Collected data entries
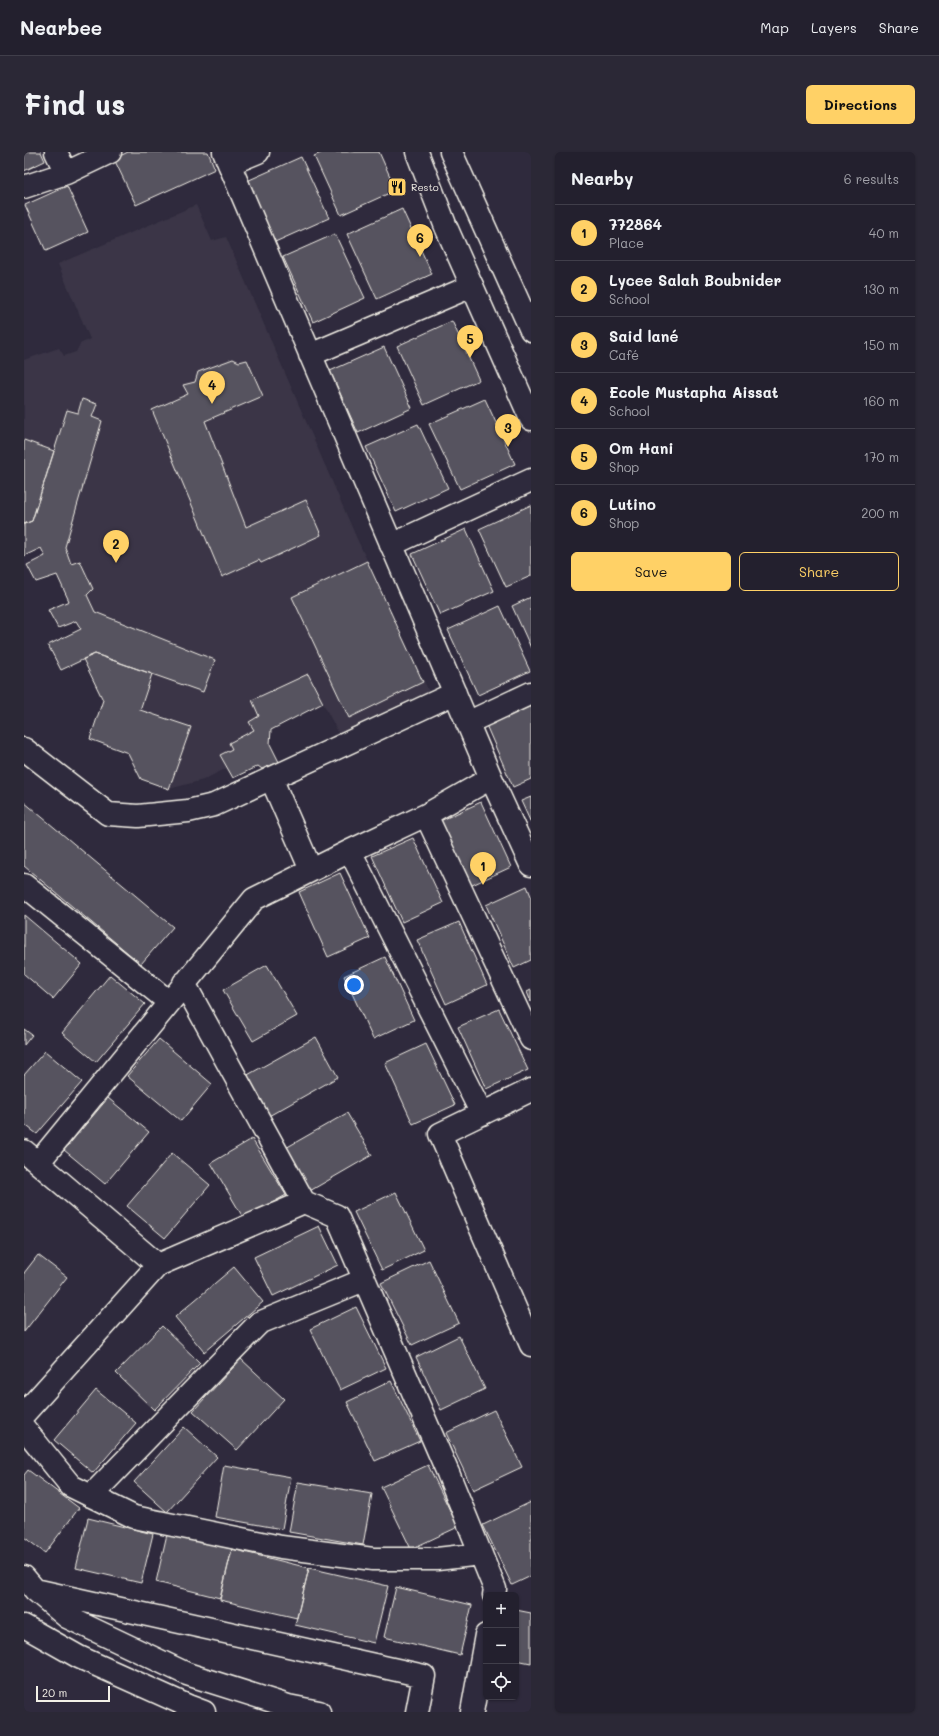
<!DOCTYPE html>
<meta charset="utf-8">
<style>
:root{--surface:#23202e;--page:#2b2836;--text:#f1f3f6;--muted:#a3a3aa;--line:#403e4a;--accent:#ffd166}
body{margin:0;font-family:Mali,sans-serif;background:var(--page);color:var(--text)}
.controls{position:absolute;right:12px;bottom:12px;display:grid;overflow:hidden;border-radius:6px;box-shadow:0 1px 3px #0004}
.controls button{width:36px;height:36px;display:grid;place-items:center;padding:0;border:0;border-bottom:1px solid var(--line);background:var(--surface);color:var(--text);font:20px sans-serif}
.scale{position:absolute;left:12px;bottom:10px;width:74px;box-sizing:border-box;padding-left:4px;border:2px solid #f4f1e8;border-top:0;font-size:11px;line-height:14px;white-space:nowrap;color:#f4f1e8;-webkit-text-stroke:3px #2f2a3d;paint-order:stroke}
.you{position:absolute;left:330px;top:833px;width:14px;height:14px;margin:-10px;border:3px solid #fff;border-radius:50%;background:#1a73e8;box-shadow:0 0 0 6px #1a73e833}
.badge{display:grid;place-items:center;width:26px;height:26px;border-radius:50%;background:var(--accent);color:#111;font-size:13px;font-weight:700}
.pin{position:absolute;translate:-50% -33px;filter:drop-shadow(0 1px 2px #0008)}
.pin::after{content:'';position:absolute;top:21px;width:14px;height:12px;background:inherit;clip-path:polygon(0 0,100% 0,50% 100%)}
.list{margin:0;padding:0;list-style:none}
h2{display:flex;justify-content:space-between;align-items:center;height:52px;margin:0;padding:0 16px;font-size:17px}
h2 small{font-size:13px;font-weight:400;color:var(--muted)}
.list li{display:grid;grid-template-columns:26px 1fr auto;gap:12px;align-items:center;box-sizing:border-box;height:56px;padding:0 16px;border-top:1px solid var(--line)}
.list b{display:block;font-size:15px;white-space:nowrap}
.list p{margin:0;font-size:13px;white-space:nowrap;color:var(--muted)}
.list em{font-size:13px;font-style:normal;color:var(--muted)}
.actions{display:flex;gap:8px;padding:12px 16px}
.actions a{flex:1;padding:9px 0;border:1px solid var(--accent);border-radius:6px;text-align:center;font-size:14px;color:var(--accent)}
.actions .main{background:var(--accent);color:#111}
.icon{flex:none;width:22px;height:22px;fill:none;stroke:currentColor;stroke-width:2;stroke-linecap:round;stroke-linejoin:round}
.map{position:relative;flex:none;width:507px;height:1560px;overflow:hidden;border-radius:6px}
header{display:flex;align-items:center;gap:24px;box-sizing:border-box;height:56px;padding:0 20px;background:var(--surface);border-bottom:1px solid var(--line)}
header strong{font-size:19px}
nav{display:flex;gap:22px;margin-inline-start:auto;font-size:14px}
.intro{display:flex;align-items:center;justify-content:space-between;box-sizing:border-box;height:96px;padding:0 24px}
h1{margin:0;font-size:28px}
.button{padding:10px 18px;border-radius:6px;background:var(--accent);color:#111;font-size:14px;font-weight:700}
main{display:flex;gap:24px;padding:0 24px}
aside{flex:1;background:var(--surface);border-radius:6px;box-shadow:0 1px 3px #0004}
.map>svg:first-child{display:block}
.built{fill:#3b3647}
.building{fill:#56525f;stroke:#f4f1e8}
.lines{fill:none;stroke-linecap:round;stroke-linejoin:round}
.minor-casing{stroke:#f4f1e8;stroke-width:25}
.major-casing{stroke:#f4f1e8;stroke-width:25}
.minor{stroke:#2f2a3d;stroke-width:22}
.major{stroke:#2f2a3d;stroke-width:22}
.labels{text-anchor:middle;stroke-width:4;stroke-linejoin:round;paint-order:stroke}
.poi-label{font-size:10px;fill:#f4f1e8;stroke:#2f2a3d;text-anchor:start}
</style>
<header>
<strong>Nearbee</strong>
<nav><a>Map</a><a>Layers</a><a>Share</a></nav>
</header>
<div class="intro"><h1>Find us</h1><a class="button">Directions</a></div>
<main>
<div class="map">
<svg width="507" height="1560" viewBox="0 0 507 1560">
<rect width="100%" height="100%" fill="#2f2a3d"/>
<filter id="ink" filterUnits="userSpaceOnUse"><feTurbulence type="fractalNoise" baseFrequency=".025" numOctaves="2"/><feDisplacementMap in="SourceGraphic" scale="8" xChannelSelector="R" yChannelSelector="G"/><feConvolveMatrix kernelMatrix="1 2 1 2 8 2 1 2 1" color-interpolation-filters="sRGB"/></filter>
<g filter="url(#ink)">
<!-- built -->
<path class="built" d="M172,53L188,89L202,85L333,387L407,544L317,586L299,551L247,578L246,592L255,610L238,617L234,614L209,626L203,616L179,628L145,637L117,627L104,601L66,587L78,548L59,508L37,518L24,493L57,477L52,469L34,476L24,458L44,449L33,423L12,430L3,413L21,405L18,396L0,404V208L35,196L40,204L52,200L56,192L66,187L34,112Z"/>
<!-- building -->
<path class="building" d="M0,0H17L21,9L0,19Z
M104,0H184L191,17L112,53L90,7Z
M299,0H355L372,38L317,63L290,4Z
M277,5L305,66L251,90L223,29Z
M43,34L64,80L22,99L1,53Z
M378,57L408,122L353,147L323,82Z
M311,82L341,146L289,170L259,105Z
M428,169L455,228L400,253L373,194Z
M360,195L388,256L334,281L306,219Z
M209,207L215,210L223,208L239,244L181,269L222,375L282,348L297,383L237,411L235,408L198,425L128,258L164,242L159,233L171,230L174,220Z
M58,247L73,252L68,265L78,269L41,395L47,412L56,409L69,437L63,443L71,460L191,508L179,540L71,502L37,518L24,493L57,477L52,469L34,476L24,458L45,449L33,423L12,430L3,413L21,404L17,396L0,404V372L8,369L43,258L54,261Z
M461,247L491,312L436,337L405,272Z
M394,272L424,336L372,360L342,295Z
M0,288L30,299L8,369L0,372Z
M507,353V424L482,435L455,377Z
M442,377L470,439L416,463L388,402Z
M343,409L399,530L325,566L268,445Z
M507,445V496L488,454Z
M476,454L506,519L454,543L424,478Z
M71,502L128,522L116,558L167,575L145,637L117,627L104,601L66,587L79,548L59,507Z
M284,522L299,551L247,578L246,592L255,610L238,617L234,614L209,626L196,603L208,597L205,591L230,578L225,570L235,564L228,548Z
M507,553V627L489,635L462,573Z
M507,645V671L497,649Z
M0,650L149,775L117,812L0,714Z
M457,650L487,715L446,734L416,669Z
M389,686L419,751L378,770L348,704Z
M316,721L346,786L304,805L275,740Z
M503,734L507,744V808L490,816L462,753Z
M0,763L58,812L29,847L0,822Z
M435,770L463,833L422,852L393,788Z
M361,805L390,868L349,887L320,824Z
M243,813L273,864L229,889L199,838Z
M86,823L121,852L72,910L38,881Z
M507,838V850L503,840Z
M475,857L504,918L462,937L434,875Z
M0,877L8,883L0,893Z
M292,885L314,925L243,965L220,925Z
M135,887L188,932L157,969L103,924Z
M402,892L431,953L389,972L361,911Z
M21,899L58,930L13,982L0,972V923Z
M84,946L125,980L81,1032L40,998Z
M323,961L348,1003L284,1040L260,997Z
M228,987L262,1043L220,1067L187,1011Z
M148,1001L186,1033L141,1086L103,1054Z
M372,1040L400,1098L358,1118L330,1060Z
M295,1074L314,1113L249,1144L230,1105Z
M14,1103L43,1125L0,1180V1121Z
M405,1108L435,1171L388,1193L357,1131Z
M210,1115L239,1150L180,1200L151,1165Z
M332,1155L362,1216L316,1238L286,1177Z
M138,1174L176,1211L130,1258L92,1221Z
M435,1184L461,1237L417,1258L392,1205Z
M217,1207L260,1247L213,1298L169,1259Z
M367,1229L396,1289L351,1309L323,1250Z
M72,1238L112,1271L69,1321L30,1288Z
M470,1258L498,1315L449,1338L422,1281Z
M160,1275L193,1305L143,1360L110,1330Z
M200,1313L267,1325L258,1377L191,1365Z
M404,1313L434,1375L387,1397L357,1335Z
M4,1318L55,1356L21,1401L0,1385V1323Z
M274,1330L348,1342L339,1393L265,1380Z
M507,1350V1424L488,1433L459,1373Z
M64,1366L129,1382L117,1431L52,1416Z
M143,1382L208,1397L196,1446L132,1430Z
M208,1397L285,1416L273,1466L196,1448Z
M285,1416L364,1434L350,1491L271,1473Z
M372,1435L448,1453L436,1503L360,1485Z
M492,1458L507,1461V1511L492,1508Z"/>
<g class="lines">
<defs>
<path id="minor" d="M32,0L42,21
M200,0L467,626
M205,12L234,0
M0,35L42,21L86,0
M286,203L448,134
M367,393L507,328
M443,571L507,541
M0,597L84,662L114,664L164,659L190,653L431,541
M247,626L287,718
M402,663L507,887
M326,699L458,962
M0,733L145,850
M160,831L280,1050
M507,938L416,982L507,1193
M0,999L134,1113L0,1262
M14,1011L230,747L326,699L402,663L467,626L507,713
M134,1113L280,1050L313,1064L424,1321L471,1437L470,1443
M0,1276L47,1334L110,1365L257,1395L349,1407H413L457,1402
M67,1344L235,1171L340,1128
M0,1425L11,1438L43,1465L163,1522L264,1554L295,1560
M11,1438L400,1524L393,1560
M0,1474L55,1505L164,1554L180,1560
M448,1560L462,1483"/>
<path id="major" d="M393,0L422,75L507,267
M427,0L507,178"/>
</defs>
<!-- minor casing -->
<use href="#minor" class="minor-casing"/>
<!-- major casing -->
<use href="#major" class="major-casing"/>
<!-- minor -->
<use href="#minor" class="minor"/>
<!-- major -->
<use href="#major" class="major"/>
</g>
</g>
<!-- icons -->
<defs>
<symbol id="restaurant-square" viewBox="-11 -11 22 22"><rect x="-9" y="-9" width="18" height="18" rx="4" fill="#ffd166" stroke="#2f2a3d"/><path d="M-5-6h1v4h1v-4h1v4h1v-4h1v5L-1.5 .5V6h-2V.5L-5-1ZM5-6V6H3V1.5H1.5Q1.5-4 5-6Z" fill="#111"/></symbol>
</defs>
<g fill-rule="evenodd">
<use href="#restaurant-square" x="362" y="24" width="22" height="22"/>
</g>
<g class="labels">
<!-- poi labels -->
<g class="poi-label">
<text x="387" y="39">Resto</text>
</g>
</g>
</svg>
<div class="controls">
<button>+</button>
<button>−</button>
<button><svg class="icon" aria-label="locate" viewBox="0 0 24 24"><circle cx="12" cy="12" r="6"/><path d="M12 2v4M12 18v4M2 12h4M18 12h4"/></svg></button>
</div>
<div class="scale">20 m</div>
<div class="you"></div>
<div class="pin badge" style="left:459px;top:733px">1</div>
<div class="pin badge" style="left:92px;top:411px">2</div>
<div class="pin badge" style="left:484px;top:295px">3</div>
<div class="pin badge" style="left:188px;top:252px">4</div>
<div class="pin badge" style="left:446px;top:206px">5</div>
<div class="pin badge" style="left:396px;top:105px">6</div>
</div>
<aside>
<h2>Nearby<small>6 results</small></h2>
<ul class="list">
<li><span class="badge">1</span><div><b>772864</b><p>Place</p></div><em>40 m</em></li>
<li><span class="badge">2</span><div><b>Lycee Salah Boubnider</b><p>School</p></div><em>130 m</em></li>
<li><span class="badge">3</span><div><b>Said lané</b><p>Café</p></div><em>150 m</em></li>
<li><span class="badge">4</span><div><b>Ecole Mustapha Aissat</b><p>School</p></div><em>160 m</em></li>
<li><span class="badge">5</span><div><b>Om Hani</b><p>Shop</p></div><em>170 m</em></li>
<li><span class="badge">6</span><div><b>Lutino</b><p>Shop</p></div><em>200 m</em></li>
</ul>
<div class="actions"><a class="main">Save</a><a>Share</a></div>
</aside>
</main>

TASK BRIEF: Wherever the string "linejoin" appears in the data above, copy the line it sits in.

PROBLEM SOLUTION:
.icon{flex:none;width:22px;height:22px;fill:none;stroke:currentColor;stroke-width:2;stroke-linecap:round;stroke-linejoin:round}
.lines{fill:none;stroke-linecap:round;stroke-linejoin:round}
.labels{text-anchor:middle;stroke-width:4;stroke-linejoin:round;paint-order:stroke}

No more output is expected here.